FDA Information on AlloDerm Hernia Repair Patch
FDA classified LifeCells AlloDerm Dermal Tissue as “BANKED HUMAN TISSUE”. FDA had sent a written notification to LifeCell corporation on 23rd September 1996, stating that AlloDerm’s preserved human dermis used for transplantation be classified as “banked human tissue” and not as a medical device.
Paul Frison, president of LifeCell Corporation issued a statement mentioning FDA’s consent on the fact that AlloDerm preserved human dermis- which is a tissue graft intended for transplantation, is not a medical device and should be regulated as “banked human tissue”. The decision was followed by a review of all the clinical data and journal articles provided by LifeCell to FDA. FDA mainly addresses the clinical use of AlloDerm in the treatment of third-degree burns, plastic and reconstructive surgery and periodontal surgery.
In November 1995, when LifeCell introduced AlloDerm commercially, for periodontal applications, FDA notified the manufacturers once more, to consider the graft as a medical device, unlike earlier, where the notifications were not to treat it as medical device. Post this notification LifeCell constantly kept FDA in loop and provided all the data to support FDA’s opinion that AlloDerm dermal tissue should be regulated as banked human tissue.
The overall complication rate of AlloDerm Hernia Repair Patch was as high as 24%. In comparison with the control groups, 8% of AlloDerm patients required explants surgery whilst 1.6% in control groups.
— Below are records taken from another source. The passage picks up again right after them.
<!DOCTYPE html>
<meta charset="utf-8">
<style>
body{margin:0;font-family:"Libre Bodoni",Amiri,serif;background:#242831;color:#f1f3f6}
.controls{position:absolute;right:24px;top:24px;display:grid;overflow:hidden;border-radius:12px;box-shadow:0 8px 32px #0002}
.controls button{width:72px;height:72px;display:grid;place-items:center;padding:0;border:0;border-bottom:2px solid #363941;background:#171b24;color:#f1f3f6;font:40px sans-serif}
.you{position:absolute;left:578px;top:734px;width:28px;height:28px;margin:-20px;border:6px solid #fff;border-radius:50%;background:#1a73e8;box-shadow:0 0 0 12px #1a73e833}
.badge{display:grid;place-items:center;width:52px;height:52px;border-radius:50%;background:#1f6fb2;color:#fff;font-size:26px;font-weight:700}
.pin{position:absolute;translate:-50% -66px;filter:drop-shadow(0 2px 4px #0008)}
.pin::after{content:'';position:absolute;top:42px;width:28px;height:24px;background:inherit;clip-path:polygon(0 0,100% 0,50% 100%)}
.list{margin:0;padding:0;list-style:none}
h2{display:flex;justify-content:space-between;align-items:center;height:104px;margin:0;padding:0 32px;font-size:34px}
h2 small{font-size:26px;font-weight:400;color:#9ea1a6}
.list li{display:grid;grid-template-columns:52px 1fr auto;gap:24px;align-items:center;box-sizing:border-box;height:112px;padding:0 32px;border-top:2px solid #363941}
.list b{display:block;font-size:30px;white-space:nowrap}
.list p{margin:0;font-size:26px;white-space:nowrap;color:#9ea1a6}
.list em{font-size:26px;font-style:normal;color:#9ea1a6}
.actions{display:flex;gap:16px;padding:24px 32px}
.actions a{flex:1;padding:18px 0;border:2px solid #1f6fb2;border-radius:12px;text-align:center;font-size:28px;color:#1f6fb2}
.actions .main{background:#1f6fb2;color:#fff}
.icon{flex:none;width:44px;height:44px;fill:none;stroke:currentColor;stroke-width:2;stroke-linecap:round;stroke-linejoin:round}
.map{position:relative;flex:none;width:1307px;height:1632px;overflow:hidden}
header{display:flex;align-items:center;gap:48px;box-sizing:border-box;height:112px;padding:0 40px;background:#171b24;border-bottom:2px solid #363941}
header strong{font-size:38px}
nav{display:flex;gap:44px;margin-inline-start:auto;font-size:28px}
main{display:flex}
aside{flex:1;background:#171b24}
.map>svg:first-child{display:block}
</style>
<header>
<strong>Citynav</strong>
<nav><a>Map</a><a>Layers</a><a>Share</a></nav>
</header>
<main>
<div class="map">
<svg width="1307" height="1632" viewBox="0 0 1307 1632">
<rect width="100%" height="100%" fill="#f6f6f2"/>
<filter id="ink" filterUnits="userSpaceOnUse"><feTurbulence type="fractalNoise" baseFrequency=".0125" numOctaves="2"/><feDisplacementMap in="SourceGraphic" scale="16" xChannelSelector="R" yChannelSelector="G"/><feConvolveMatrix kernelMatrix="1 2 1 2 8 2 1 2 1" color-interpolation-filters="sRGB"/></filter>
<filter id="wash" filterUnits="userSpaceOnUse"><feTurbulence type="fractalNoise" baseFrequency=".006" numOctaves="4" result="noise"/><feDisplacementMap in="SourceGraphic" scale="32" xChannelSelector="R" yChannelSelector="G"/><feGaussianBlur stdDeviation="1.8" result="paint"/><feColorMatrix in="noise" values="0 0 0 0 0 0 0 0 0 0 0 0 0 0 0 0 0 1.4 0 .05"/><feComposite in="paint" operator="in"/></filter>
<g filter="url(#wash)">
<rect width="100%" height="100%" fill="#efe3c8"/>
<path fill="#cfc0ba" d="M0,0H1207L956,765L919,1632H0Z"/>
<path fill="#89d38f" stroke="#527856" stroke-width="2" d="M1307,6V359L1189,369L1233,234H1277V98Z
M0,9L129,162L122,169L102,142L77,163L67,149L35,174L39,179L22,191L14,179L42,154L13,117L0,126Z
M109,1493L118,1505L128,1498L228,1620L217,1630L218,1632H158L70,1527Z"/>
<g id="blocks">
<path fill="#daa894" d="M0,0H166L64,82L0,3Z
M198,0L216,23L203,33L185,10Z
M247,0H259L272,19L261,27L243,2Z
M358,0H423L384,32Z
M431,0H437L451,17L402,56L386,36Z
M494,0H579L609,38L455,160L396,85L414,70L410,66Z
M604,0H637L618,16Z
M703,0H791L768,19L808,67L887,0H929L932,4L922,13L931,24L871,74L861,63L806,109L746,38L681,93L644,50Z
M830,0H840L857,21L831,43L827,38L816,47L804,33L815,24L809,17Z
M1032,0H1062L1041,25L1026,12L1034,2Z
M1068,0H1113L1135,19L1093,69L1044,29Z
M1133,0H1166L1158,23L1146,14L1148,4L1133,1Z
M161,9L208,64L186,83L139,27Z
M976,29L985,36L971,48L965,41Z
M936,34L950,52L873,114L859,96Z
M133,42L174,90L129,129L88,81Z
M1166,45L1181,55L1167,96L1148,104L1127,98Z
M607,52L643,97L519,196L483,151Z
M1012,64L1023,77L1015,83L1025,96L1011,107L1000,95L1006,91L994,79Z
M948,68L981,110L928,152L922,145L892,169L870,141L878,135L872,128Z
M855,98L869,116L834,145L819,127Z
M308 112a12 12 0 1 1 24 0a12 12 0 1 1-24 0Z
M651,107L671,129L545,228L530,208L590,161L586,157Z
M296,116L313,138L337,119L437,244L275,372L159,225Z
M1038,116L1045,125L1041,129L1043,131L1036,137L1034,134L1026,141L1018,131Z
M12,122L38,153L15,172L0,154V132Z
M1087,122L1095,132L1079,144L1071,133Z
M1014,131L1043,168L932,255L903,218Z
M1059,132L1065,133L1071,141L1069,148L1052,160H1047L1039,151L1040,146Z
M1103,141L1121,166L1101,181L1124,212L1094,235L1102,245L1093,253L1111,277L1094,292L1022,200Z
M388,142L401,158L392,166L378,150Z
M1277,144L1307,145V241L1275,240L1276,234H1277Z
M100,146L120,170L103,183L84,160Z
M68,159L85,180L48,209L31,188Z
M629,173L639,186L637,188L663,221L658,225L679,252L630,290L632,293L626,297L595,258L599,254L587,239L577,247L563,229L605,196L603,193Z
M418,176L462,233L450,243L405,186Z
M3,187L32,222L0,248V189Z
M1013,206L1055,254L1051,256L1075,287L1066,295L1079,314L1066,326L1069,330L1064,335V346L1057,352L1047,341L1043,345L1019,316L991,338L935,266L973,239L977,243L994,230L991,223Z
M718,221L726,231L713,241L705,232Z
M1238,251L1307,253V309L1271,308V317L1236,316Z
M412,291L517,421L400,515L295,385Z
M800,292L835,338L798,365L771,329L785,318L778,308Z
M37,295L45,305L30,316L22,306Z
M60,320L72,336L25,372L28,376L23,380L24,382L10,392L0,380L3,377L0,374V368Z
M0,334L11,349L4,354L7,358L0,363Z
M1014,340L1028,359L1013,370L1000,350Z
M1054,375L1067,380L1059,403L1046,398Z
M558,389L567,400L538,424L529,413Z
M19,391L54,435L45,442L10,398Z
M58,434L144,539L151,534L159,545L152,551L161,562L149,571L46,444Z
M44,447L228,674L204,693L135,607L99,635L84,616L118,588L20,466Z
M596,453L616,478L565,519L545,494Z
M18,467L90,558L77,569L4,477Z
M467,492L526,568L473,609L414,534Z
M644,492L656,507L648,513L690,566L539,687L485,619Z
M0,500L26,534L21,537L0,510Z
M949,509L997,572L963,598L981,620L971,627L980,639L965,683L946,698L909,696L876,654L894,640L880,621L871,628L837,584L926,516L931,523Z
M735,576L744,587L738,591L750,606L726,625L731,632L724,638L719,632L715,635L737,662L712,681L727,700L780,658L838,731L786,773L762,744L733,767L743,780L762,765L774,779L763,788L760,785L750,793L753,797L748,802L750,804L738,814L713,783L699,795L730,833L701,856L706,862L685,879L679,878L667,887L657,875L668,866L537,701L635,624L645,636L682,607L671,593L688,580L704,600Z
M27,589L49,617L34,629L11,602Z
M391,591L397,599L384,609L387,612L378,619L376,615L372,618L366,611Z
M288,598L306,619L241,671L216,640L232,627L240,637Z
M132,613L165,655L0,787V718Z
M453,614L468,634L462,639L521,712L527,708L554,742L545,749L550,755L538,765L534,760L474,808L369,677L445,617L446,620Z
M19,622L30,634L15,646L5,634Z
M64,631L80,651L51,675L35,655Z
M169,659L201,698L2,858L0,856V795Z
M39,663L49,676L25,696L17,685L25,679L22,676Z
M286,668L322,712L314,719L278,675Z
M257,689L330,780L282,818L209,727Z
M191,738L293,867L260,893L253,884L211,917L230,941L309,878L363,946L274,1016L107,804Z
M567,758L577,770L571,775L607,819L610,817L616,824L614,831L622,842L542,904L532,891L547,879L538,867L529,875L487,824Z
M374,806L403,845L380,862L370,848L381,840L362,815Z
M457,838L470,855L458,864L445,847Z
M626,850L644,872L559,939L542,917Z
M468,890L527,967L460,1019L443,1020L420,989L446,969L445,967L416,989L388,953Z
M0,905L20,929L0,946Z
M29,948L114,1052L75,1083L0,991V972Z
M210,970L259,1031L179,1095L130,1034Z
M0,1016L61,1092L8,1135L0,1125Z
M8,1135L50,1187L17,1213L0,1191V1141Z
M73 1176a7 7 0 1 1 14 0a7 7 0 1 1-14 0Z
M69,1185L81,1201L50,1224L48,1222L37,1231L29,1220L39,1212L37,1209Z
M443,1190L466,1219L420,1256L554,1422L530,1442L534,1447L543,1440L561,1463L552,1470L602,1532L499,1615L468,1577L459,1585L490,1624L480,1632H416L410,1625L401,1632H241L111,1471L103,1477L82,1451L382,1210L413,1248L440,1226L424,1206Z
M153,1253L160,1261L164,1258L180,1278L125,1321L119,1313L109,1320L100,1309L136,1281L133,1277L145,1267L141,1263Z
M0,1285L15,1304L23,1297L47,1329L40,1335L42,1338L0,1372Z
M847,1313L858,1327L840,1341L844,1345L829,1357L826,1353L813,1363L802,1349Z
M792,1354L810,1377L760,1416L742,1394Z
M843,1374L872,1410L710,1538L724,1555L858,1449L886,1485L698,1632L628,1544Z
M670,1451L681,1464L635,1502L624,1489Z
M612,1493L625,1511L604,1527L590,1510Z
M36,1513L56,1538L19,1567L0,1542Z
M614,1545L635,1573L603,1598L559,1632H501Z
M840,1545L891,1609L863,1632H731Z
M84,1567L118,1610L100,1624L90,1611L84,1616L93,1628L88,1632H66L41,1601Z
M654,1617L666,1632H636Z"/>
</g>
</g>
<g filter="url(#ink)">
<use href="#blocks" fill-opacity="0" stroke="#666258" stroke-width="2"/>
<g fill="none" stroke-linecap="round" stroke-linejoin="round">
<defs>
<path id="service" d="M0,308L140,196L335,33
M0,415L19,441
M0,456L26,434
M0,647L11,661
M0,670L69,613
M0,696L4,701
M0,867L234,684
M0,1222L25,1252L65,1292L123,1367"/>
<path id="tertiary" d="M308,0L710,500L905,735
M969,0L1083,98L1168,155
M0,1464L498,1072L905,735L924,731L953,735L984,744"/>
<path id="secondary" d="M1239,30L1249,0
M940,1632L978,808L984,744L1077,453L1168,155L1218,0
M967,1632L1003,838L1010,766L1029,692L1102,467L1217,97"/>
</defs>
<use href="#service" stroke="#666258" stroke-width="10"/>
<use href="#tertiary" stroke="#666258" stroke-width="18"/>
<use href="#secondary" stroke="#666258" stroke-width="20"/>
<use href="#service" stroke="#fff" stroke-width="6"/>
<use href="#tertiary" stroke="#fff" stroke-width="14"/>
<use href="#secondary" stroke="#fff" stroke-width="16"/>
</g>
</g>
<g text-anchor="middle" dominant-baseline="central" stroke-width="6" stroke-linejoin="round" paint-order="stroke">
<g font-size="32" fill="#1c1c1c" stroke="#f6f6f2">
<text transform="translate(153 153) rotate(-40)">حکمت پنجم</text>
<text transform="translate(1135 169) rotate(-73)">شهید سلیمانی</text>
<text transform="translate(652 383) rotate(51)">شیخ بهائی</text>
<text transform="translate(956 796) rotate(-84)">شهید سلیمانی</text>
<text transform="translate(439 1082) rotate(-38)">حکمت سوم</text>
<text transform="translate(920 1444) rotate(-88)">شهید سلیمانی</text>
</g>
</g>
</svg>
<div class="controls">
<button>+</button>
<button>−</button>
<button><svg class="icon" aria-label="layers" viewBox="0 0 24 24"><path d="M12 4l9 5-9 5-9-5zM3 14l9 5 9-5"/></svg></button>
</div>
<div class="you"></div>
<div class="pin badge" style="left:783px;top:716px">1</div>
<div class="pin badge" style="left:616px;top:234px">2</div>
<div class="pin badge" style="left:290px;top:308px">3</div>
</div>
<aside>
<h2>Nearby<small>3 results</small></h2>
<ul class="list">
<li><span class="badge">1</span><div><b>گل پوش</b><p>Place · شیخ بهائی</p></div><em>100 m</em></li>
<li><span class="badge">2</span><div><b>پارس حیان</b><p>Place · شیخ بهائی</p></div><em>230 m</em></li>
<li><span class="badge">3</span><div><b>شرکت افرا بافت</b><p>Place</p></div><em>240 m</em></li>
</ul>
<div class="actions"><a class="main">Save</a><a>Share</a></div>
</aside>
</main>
Most of the complications associated with AlloDerm have the potential to require additional, painful surgeries, mesh explants being the most frequent and common. Mesh explants mainly had to be carried out due to fluid accumulation following implantation of the graft. In a study of 70 patients who were administered AlloDerm Hernia Repair Patch, one experienced rejection, two suffered from infections, and 14 other patients had hernia recurrence.
On 30th September 2005, LifeCell initiated a voluntary recall of certain AlloDerm products from the market place. The recall was prompted due to quality issues on donor documentations received from one of the tissue recovery organizations. “Biomedical Tissue Services (BTS)” was one of the organizations in specific, whose manufactured products were under scrutiny and had major quality lapses. FDA, all the medical hospitals and professionals were notified at once, about this finding, and all the other BTS inventory was held till the discrepancies in donor documentation was resolved. LifeCell worked with 40 other organizations which were not affected by this recall.
AlloDerm (intended use for replacement or repair of damaged or inadequate integumental tissue, including gingival dermis) was announced as a banked human tissue in a letter dated 17th September 1996, by the FDA’s Chief Mediator and Ombudsman in the Office of the Commissioner. The notification even mentioned that FDA will consider all the AlloDerm cases individually which involve usage of the graft other than transplantation. AlloDerm products addressed multiple clinical markets including the treatment of third- degree burns, periodontal surgery and plastic and reconstructive surgery. AlloDerm has been used to treat almost over 2,500 patients since its introduction in 1994.